Silicon-mediated growth promotion in maize (Zea mays L.) occurs via a mechanism that does not involve activation of the plasma membrane H+-ATPase

Abstract

Silicon (Si)-mediated growth promotion of various grasses is well documented. In the present study, Si-induced changes in maize shoot growth and its underlying mechanisms were studied. Maize plants were grown with various concentrations of Si (0–3 mM) in the nutrient solution. Silicon nutrition improved plant expansion growth. Silicon-supplied maize plants (0.8 and 1.2 mM) showed higher plant height and leaf area compared to no-Si amended plants. It was assumed that Si-induced expansion growth was due to positive Si effects on plasma membrane (PM) H+-ATPase. In this context, western blot analysis revealed an increase in PM H+-ATPase abundance by 77% under Si nutrition. However, in vitro measurements of enzyme activities showed no significant effect on apoplast pH, proton pumping, passive H+ efflux and enzyme kinetics such as Km, Vmax, and activation energy. Further, these results were confirmed by in vivo ratiometric analysis of apoplastic pH, which showed non-significant changes upon Si supply.
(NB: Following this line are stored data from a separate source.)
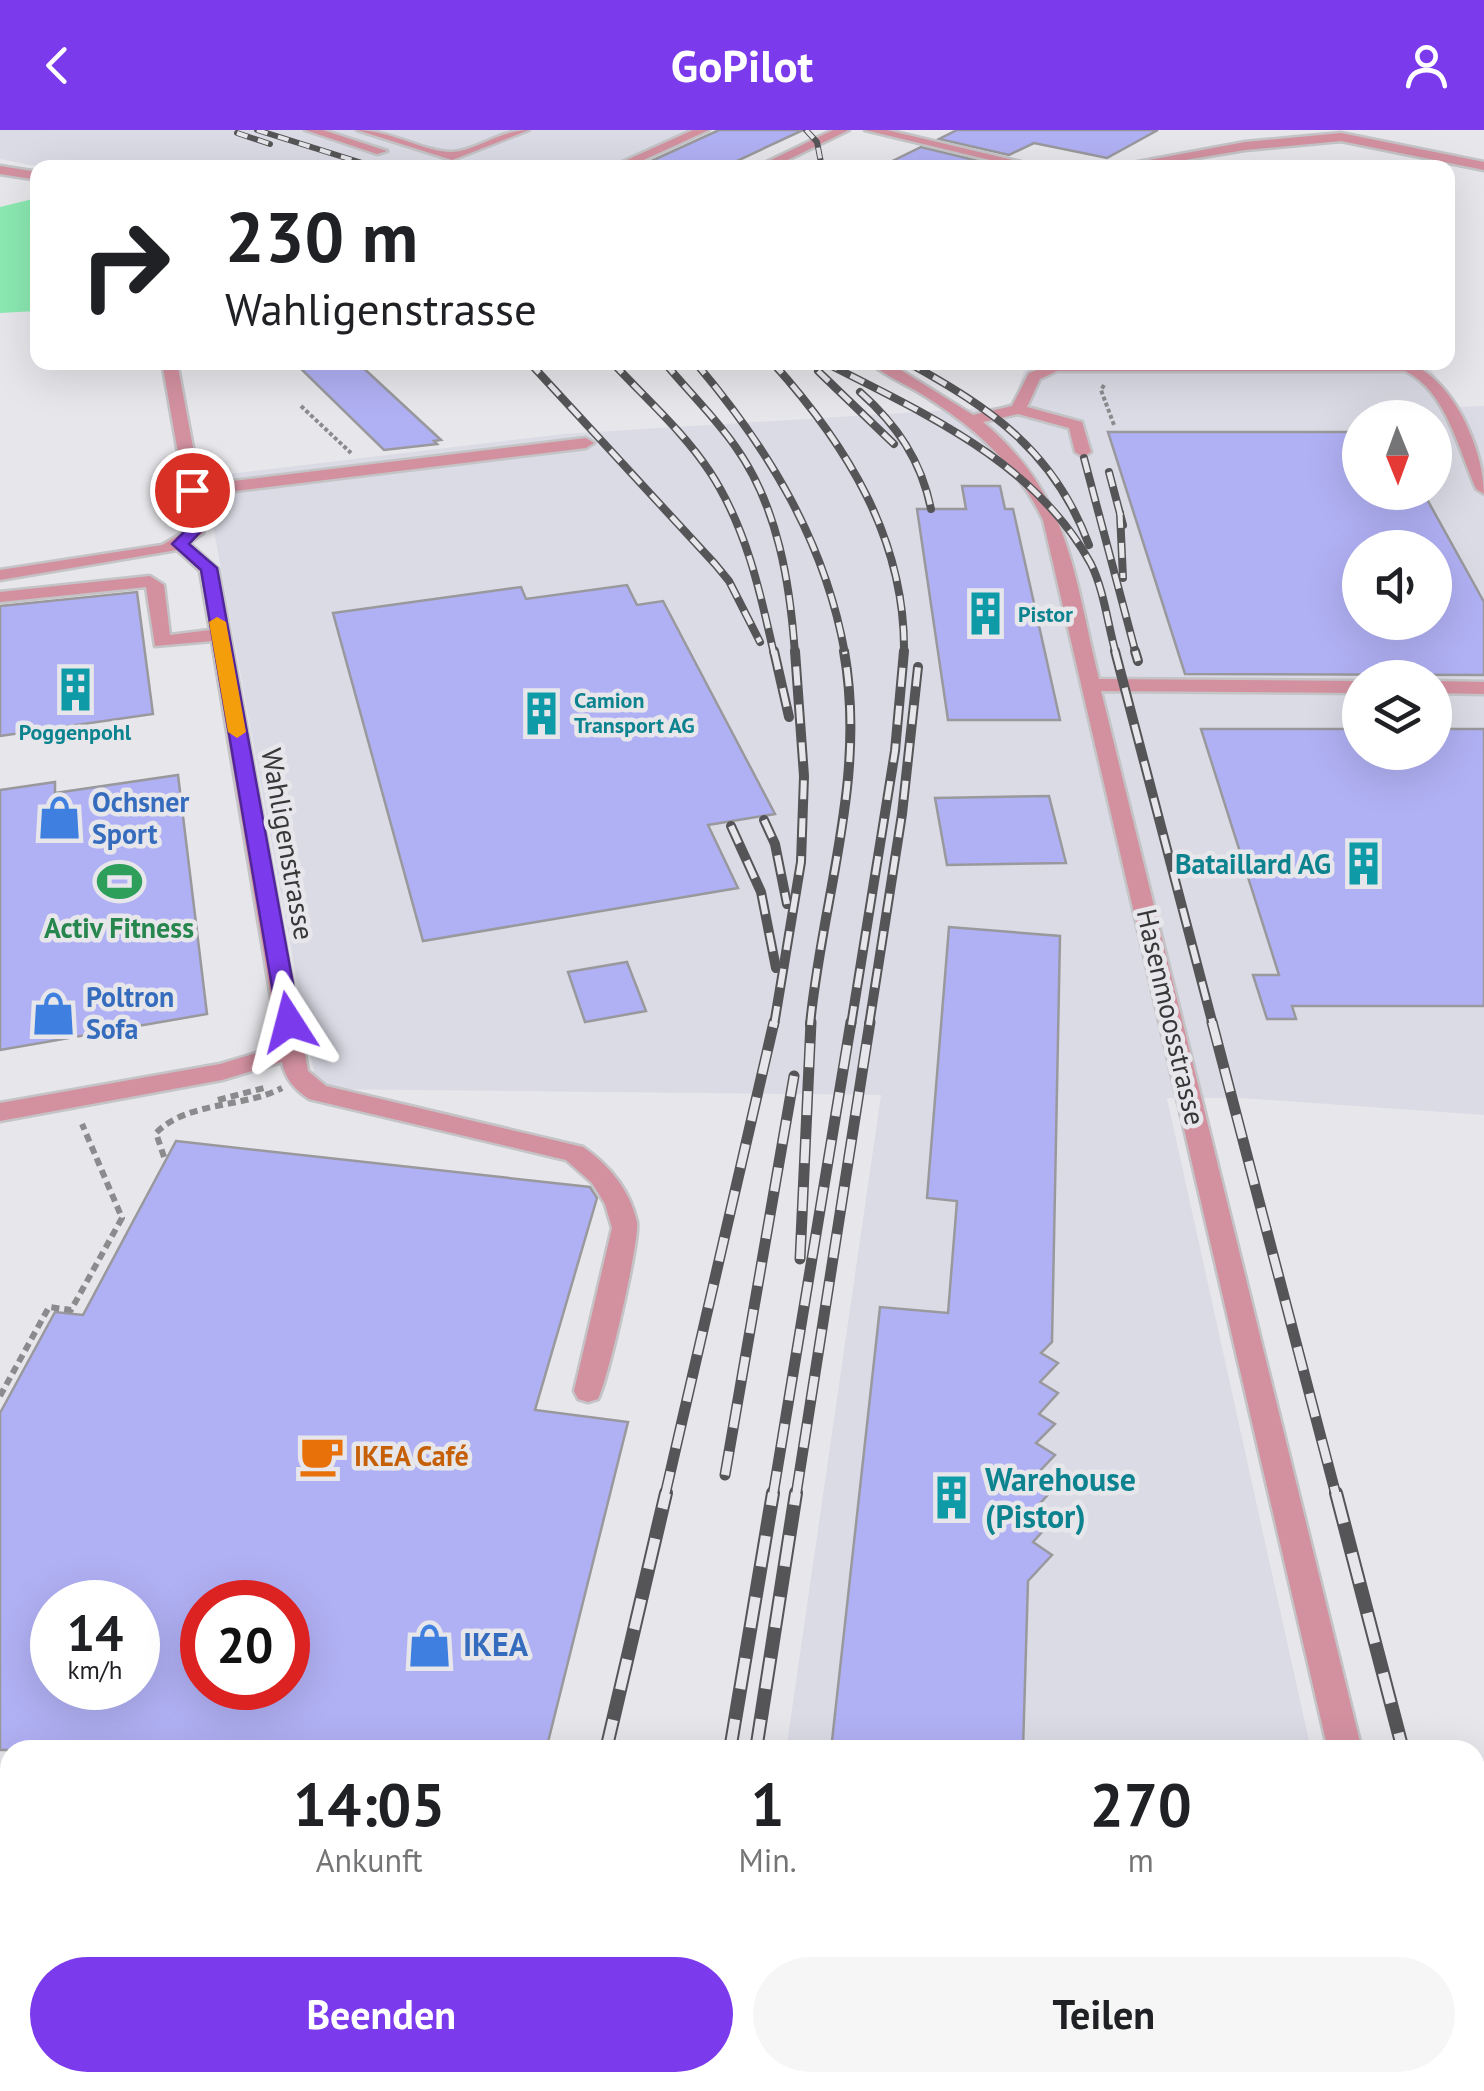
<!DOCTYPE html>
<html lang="de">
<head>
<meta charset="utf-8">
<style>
  body { margin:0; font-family:"PT Sans",sans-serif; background:#f6f6f6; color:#202124; height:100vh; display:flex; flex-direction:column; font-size:38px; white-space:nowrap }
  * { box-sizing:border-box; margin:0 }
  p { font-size:32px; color:#757577 }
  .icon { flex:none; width:55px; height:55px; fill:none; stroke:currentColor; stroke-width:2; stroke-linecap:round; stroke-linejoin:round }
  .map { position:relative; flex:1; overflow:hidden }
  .drawer { position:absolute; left:0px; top:1610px; width:1485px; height:352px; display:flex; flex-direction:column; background:#fff; border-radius:30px 30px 0 0; box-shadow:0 10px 40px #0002 }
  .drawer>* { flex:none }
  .hud { position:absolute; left:30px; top:30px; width:1425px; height:210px; border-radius:20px; box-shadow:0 10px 40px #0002; background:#fff; color:#202124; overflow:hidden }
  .needle { width:65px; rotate:179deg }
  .fabs { position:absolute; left:1342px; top:270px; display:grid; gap:20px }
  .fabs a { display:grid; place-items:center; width:110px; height:110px; border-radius:50%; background:#fff; box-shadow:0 10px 40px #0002; font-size:50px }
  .speed { position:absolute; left:30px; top:1450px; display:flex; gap:20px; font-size:50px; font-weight:700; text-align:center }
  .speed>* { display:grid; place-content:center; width:130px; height:130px; border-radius:50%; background:#fff; box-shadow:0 10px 40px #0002; line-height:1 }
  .speed small { font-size:25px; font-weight:400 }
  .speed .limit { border:15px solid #d22; background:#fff; color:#111 }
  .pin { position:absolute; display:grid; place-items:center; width:85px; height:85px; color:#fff; margin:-42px; border:5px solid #fff; border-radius:50%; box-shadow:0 2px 10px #0007 }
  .me { position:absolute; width:110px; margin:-55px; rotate:351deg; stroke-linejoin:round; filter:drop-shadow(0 0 8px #0008) }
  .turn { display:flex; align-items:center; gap:35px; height:210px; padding:0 30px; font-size:45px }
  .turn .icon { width:130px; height:130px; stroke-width:2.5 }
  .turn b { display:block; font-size:70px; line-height:85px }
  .eta { display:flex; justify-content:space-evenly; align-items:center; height:170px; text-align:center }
  .eta b { font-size:60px; font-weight:800; line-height:70px }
  .primary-button { display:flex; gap:20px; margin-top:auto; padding:20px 30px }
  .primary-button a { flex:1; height:115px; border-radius:60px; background:#7c3aed; color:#fff; font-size:40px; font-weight:800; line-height:115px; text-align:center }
  .primary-button a+a { background:#f6f6f6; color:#202124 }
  header { display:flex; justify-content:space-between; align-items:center; height:130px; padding:0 30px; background:#7c3aed; color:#fff; font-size:45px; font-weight:800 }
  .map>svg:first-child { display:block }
  .built { fill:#dbdbe6; fill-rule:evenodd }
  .green { fill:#8be9b1 }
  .building { fill:#b0b0f4; stroke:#99999d; stroke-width:2.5; fill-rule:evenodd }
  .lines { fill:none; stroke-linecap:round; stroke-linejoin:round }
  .minor-casing { stroke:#c4c4c7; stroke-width:5 }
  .path-far1 { stroke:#8b8b8d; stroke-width:4; stroke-dasharray:4 2.5; stroke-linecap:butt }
  .path { stroke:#8b8b8d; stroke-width:6; stroke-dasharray:8 5; stroke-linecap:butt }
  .minor { fill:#d391a0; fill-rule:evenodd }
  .rail-far4-casing { stroke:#555557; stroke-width:6 }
  .rail-far3-casing { stroke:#555557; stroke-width:8 }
  .rail-far2-casing { stroke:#555557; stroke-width:10 }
  .rail-far1-casing { stroke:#555557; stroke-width:11 }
  .rail-casing { stroke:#555557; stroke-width:14 }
  .rail-far4 { stroke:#e7e7eb; stroke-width:4; stroke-dasharray:11; stroke-linecap:butt }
  .rail-far3 { stroke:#e7e7eb; stroke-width:5; stroke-dasharray:15; stroke-linecap:butt }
  .rail-far2 { stroke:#e7e7eb; stroke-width:6; stroke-dasharray:19; stroke-linecap:butt }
  .rail-far1 { stroke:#e7e7eb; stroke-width:8; stroke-dasharray:24; stroke-linecap:butt }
  .rail { stroke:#e7e7eb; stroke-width:10; stroke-dasharray:31; stroke-linecap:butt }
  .route { fill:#7c3aed; stroke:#51269a; stroke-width:2.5 }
  .slow { fill:#f59e0b }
  .labels { text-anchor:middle; stroke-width:9; stroke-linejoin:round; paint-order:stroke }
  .far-culture-label { font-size:22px; font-weight:bold; fill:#0d838f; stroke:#e7e7eb; text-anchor:start }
  .shop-label { font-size:28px; font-weight:bold; fill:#366cbe; stroke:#e7e7eb; text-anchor:start }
  .street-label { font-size:28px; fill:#373738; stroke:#e7e7eb }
  .culture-label { font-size:28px; font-weight:bold; fill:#0d838f; stroke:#e7e7eb; text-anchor:end }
  .leisure-label { font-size:28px; font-weight:bold; fill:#27864d; stroke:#e7e7eb }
  .food-label { font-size:28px; font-weight:bold; fill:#c56008; stroke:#e7e7eb; text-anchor:start }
  .near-culture-label { font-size:32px; font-weight:bold; fill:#0d838f; stroke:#e7e7eb; text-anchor:start }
  .near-shop-label { font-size:32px; font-weight:bold; fill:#366cbe; stroke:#e7e7eb; text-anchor:start }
</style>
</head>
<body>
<header><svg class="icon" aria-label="back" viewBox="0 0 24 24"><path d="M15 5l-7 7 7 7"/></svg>GoPilot<svg class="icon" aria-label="person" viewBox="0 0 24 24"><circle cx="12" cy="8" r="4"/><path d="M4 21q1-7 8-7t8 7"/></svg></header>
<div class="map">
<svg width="1484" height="1961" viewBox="0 0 1484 1961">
  <rect width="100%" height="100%" fill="#e7e7eb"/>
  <g class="built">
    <polygon points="0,0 711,0 612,38 45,38 0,29"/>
    <path d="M1047,233h380l29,44 28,-1v709l-244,-17h-73l144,652h-525l95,-655 -564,-6 -113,-612 359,-43 435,-27 15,-5 11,-31zM1360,288h75v74h-75zM1360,418h75v74h-75zM1360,548h75v74h-75z"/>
    <polygon points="738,1953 1385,1952 1387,1961 737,1961"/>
  </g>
  <polygon class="green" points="37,68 37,181 0,183 0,77"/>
  <g class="building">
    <polygon points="719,0 803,0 722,38 636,38"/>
    <polygon points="957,0 1158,0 1107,28 1034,13 1009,25 939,9"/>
    <polygon points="921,17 991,34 984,38 878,38"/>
    <polygon points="294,232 357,232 441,310 434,311 437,314 384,320"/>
    <path d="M1108,302h252v60h63l61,110v73l-299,-1zM1360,418h75v74h-75z"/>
    <polygon points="962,356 1000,356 1005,379 1013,379 1060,590 948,590 917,379 966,379"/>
    <polygon points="627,455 637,475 663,471 775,684 708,695 738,758 423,811 333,483 521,457 526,469"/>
    <polygon points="137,462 153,584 0,606 0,476"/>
    <polygon points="1201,599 1360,599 1360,622 1435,622 1435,599 1484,599 1484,876 1292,876 1296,889 1267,889 1253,845 1279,845"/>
    <polygon points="178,645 207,884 0,920 0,660 55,652 55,663"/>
    <polygon points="1049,666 1066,733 947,735 935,668"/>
    <polygon points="949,797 1060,806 1052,1212 1041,1223 1058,1233 1040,1252 1058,1263 1039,1284 1055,1294 1036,1313 1055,1325 1035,1346 1054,1358 1035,1379 1053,1390 1033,1412 1052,1425 1028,1451 1023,1620 831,1620 880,1177 948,1183 957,1071 927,1068"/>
    <polygon points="627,832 646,881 585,892 568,842"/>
    <path d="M176,1011l414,46 7,11 -62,212 93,12 -82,328h-546v-337l55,-101 28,3zM52,1472h86v86h-86zM202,1472h86v86h-86z"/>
  </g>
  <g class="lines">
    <defs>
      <g id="minor">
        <polygon points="305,0 323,0 387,21 377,24"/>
        <path d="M357,0c33,0 70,23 95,22 24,-1 48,-22 77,-22l-77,30z"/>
        <polygon points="693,0 709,0 626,38 609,38"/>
        <polygon points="833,0 849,0 771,38 754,38"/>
        <polygon points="865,0 887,0 1021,32 1015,36"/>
        <polygon points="1341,3 1484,32 1484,40 1341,11 1245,20 1137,38 1106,38 1245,12"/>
        <polygon points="105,33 109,34 111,38 99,38"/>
        <polygon points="0,36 38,42 38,50 0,44"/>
        <path d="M162,232h15l23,123 386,-47 8,5 -8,5 -384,47 3,20 -2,18 -14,10 29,26 90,502 18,15 257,61c26,18 47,43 54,75 3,18 -29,158 -39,177l-10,3 -10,-3 -4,-8 38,-163 -7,-24 -13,-21 -26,-23 -257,-61c-14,-9 -24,-20 -27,-37l-60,18 -222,41v-18l220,-39 59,-18 -67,-405 -57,5 -9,-59 -146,15v-10l150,-16 14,9 6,50 40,-5 -10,-59 -23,-21 -177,30v-10l162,-25 24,-14 3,-16z"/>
        <path d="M869,232h19l85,53 39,-9 17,-33 26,-10h352c46,14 77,87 77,131l-8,-5c-17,-38 -30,-99 -71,-118h-348l-17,8 -13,28 55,15 9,30 -8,5 -8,-5 -6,-24 -51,-14 -35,8c88,74 90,152 116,257l261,2v12l-259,-2 261,1059h-34l-285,-1230c-27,-56 -67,-92 -120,-125 -17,-11 -38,-19 -54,-33z"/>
        <polygon points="1435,551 1484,552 1484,564 1435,563"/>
        <polygon points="1475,1940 1484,1940 1484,1961 1409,1961 1407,1957 1409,1952 1475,1952"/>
      </g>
    </defs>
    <use href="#minor" class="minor-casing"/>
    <g class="path-far1">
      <polyline points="1104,255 1101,260 1114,295"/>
      <polyline points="301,276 351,323"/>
    </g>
    <g class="path">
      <polyline points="218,970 268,957"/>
      <path d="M164,1027l-8,-24c31,-32 88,-25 126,-45"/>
      <polyline points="0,1266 49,1177 71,1180 122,1088 82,994"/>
    </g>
    <use href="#minor" class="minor"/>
    <defs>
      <g id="rail-far4">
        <polyline points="257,0 378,38"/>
        <polyline points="806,0 817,12 822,38"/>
        <polyline points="237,3 270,14"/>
      </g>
      <g id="rail-far3">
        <polyline points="529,232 715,434 729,451 760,512"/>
        <path d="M612,232c33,36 71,69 98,110 36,55 50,119 64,182"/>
        <path d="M664,232c23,28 50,54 71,84 43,60 55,137 60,208"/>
        <path d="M695,232c73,86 130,179 150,292"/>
        <path d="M772,232c74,82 134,177 132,292"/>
        <path d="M824,232c99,51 211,99 267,202 13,26 17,62 25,90"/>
        <path d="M907,232c85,47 147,89 182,183"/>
        <polyline points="818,241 894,314"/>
        <path d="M860,262c37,33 61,68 71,117"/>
        <polyline points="1084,328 1136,524"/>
        <polyline points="1109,342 1123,395"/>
        <polyline points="1120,383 1123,448"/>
      </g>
      <g id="rail-far2">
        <polyline points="774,521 789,587"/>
        <polyline points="1115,521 1213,895"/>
        <polyline points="1135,521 1138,531"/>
        <polyline points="764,690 775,714 787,774"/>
        <polyline points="731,696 761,762 776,838"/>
        <polyline points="774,895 801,732 804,646 795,521"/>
        <path d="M810,895c12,-127 57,-245 34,-374"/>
        <polyline points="851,895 895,621 904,521"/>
        <polyline points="869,895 902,684 918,537"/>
      </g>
      <g id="rail-far1">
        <polyline points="1212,892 1336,1365"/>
        <polyline points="800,1129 811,892"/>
        <polyline points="725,1345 794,946"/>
        <polyline points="665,1365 774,892"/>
        <polyline points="773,1365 851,892"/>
        <polyline points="796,1365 870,892"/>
      </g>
      <g id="rail">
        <polyline points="1336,1363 1403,1620"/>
        <polyline points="606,1620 666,1363"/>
        <polyline points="730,1620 773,1363"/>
        <polyline points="756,1620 796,1363"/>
        <polyline points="1475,1783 1484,1805"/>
        <polyline points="1475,1899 1484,1934"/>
        <polyline points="674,1961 675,1952"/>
        <polyline points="703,1961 705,1952"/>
      </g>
    </defs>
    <use href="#rail-far4" class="rail-far4-casing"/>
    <use href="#rail-far3" class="rail-far3-casing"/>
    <use href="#rail-far2" class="rail-far2-casing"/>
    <use href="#rail-far1" class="rail-far1-casing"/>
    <use href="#rail" class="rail-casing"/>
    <use href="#rail-far4" class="rail-far4"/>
    <use href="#rail-far3" class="rail-far3"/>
    <use href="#rail-far2" class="rail-far2"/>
    <use href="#rail-far1" class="rail-far1"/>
    <use href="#rail" class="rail"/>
  </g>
  <polygon class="route" points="192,356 199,360 204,398 189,414 217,438 300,892 289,899 278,892 201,440 172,414 189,397 184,360"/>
  <polygon class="slow" points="217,487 226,492 246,602 237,608 228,602 209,492"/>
  <defs>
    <symbol id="building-bare" viewBox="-9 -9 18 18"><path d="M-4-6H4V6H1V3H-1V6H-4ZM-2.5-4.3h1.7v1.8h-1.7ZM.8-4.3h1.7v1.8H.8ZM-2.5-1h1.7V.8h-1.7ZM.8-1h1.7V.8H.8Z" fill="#0f9aa8" stroke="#e7e7eb" stroke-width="2.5" paint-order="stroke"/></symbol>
    <symbol id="shop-bare" viewBox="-9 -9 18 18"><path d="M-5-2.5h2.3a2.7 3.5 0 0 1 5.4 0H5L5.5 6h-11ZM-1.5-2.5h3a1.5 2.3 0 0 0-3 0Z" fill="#3f7fe0" stroke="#e7e7eb" stroke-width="2.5" paint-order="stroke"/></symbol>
    <symbol id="stadium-bare" viewBox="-9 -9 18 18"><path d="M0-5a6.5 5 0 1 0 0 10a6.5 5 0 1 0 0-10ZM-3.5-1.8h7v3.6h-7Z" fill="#2e9e5b" stroke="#e7e7eb" stroke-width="2.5" paint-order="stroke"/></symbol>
    <symbol id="cafe-bare" viewBox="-9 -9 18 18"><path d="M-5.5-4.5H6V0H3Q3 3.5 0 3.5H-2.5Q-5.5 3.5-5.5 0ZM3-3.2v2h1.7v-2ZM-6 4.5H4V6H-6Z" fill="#e8710a" stroke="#e7e7eb" stroke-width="2.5" paint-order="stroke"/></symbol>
  </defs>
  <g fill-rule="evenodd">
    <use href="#building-bare" x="954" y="452" width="63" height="63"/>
    <use href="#building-bare" x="44" y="528" width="63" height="63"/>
    <use href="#building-bare" x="510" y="552" width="63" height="63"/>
    <use href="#shop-bare" x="28" y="656" width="63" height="63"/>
    <use href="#building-bare" x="1332" y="702" width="63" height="63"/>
    <use href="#stadium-bare" x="88" y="720" width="63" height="63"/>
    <use href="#shop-bare" x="22" y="852" width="63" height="63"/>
    <use href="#cafe-bare" x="290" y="1294" width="63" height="63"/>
    <use href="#building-bare" x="920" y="1336" width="63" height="63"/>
    <use href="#shop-bare" x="398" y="1484" width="63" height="63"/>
  </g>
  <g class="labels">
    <g class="far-culture-label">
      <text x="1018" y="492">Pistor</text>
      <text x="574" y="578">Camion<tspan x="574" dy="25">Transport AG</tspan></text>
      <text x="75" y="610" text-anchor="middle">Poggenpohl</text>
    </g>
    <g class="shop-label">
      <text x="92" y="682">Ochsner<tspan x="92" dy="32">Sport</tspan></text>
      <text x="86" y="877">Poltron<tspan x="86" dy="32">Sofa</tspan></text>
    </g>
    <g class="street-label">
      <text transform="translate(288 714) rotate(80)" y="10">Wahligenstrasse</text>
      <text transform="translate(1171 887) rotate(77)" y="10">Hasenmoosstrasse</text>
    </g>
    <g class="culture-label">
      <text x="1331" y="744">Bataillard AG</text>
    </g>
    <g class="leisure-label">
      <text x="119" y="808">Activ Fitness</text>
    </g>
    <g class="food-label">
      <text x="354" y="1336">IKEA Café</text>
    </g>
    <g class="near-culture-label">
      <text x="985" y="1361">Warehouse<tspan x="985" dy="37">(Pistor)</tspan></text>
    </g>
    <g class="near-shop-label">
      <text x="463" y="1526">IKEA</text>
    </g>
  </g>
</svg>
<div class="fabs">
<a><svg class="needle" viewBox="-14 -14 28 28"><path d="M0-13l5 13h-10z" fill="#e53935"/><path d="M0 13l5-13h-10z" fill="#757577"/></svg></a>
<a><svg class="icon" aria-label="sound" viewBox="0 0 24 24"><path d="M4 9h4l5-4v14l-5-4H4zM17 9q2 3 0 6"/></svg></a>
<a><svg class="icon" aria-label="layers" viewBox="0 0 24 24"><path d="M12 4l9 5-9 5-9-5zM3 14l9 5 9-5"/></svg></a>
</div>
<div class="speed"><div>14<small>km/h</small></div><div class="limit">20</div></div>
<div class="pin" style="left:192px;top:360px;background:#d93025"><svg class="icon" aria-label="arrive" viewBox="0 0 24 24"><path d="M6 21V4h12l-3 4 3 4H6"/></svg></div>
<svg class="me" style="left:289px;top:892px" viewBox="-20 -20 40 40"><path d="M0-17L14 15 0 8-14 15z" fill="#7c3aed" stroke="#fff" stroke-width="4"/></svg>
<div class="hud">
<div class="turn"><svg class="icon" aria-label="right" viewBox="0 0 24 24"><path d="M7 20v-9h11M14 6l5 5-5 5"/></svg><div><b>230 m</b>Wahligenstrasse</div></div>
</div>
<section class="drawer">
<div class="eta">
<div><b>14:05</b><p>Ankunft</p></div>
<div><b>1</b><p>Min.</p></div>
<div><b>270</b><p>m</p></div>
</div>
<div class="primary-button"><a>Beenden</a><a>Teilen</a></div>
</section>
</div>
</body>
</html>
In contrast, 1 mM Si altered the relative transcripts of specific PM H+-ATPase isoforms. Silicon application resulted in a significant decrease of MHA3, and this decrease in transcription seems to be compensated by an increased concentration of H+-ATPase protein. From these results, it can be concluded that changes in cell wall composition and PM H+-ATPase may be responsible for Si-mediated growth improvement in maize.